The Awful Green Things consume their prey rapidly and breed prodigiously (and apparently asexually), which plays into the board game mechanics; the crew player needs to swiftly and methodically expunge the Things, or the ship will soon be overrun; the monster player wants to eat as many crew as possible, both to eliminate enemies and to fuel faster breeding.

The crew's job is complicated by their not knowing what of their weapons and tools will be effective on this unknown form of life -- when you first test a category of weapon on a Thing, you draw a chit to discover what effect it has. Sometimes they harm, sometimes they're ineffective, and occasionally they make the monsters stronger. The crew throws everything they've got into the fight: stun pistols and gas grenades, canisters of rocket fuel, kitchen knives, pool bats, food canisters, fire extinguishers, welding torches, jars of acid, and "comm beamers" (presumably high-output radio equipment pried from the walls, or kit-bashed in the electronics room).

Hand-to-hand combat is always effective… so it's weird that pool bats might not be, but maybe the Things have a strange response to the material.

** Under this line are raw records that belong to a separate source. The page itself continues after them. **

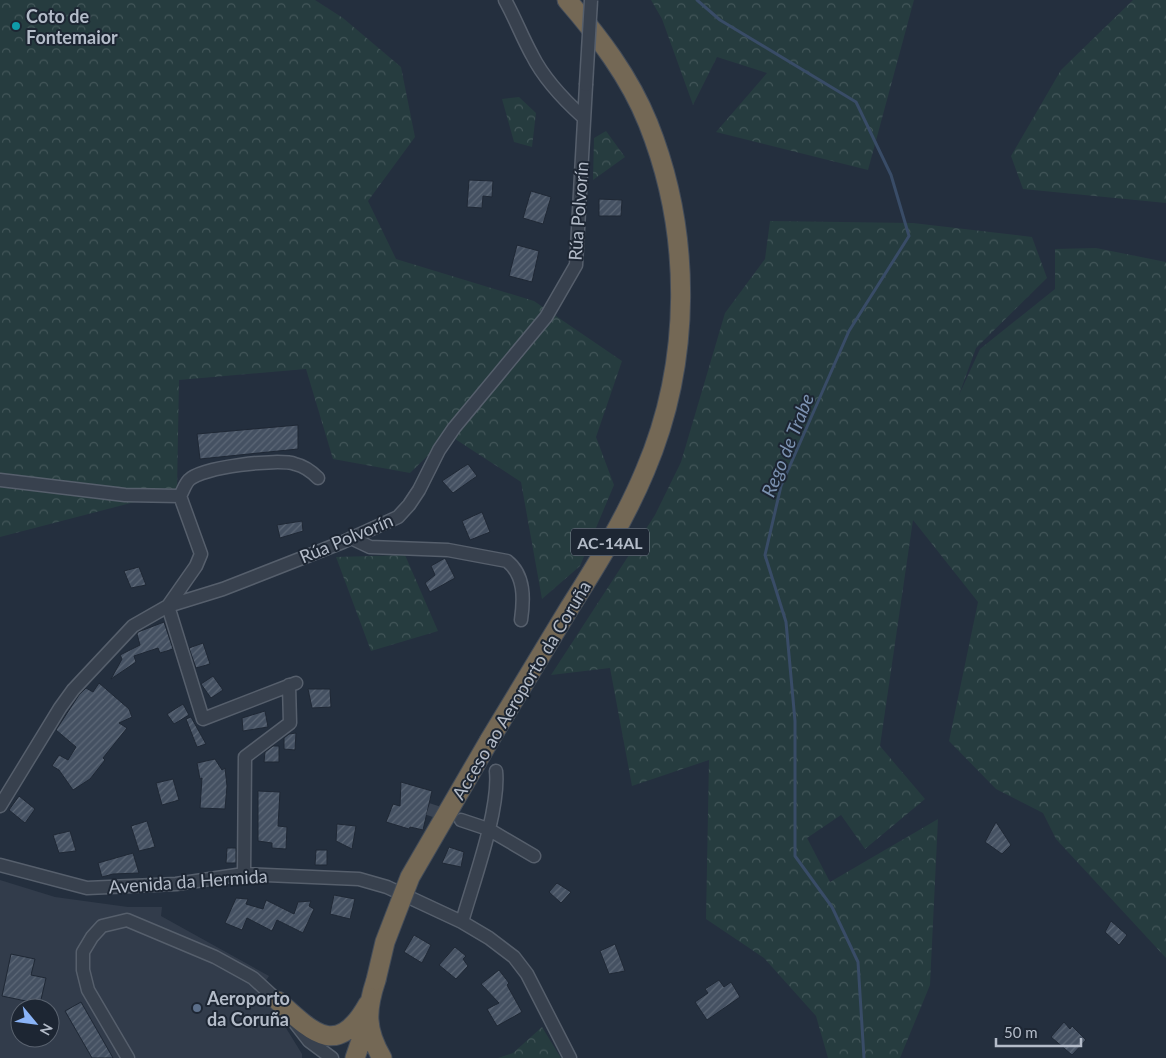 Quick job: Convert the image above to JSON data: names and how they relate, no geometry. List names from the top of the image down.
{
  "streets": {
    "highway": ["AC-14AL", "Acceso ao Aeroporto da Coruña"],
    "street": ["Rúa Polvorín", "Avenida da Hermida"]
  },
  "crossings": [
    ["AC-14AL", "Acceso ao Aeroporto da Coruña"]
  ],
  "water": ["Rego de Trabe"],
  "places": ["Coto de Fontemaior", "Aeroporto da Coruña"],
  "scale_bar": "50 m",
  "north": "bottom right"
}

The Things have no visible mouths, so I always figured they absorbed their prey like slimes. The legged adults move faster and hit harder than the cilia-clad juveniles. Some attacks might blast a Thing into multiple sticky fragments, each of which may later grow into a new and whole Thing; in the boardgame, fragments can't move to another space but can attack where they are, so in GURPS terms they may have some limited mobility. The Things can survive exposure to vacuum for at least short periods, and can even move along the exterior of the ship.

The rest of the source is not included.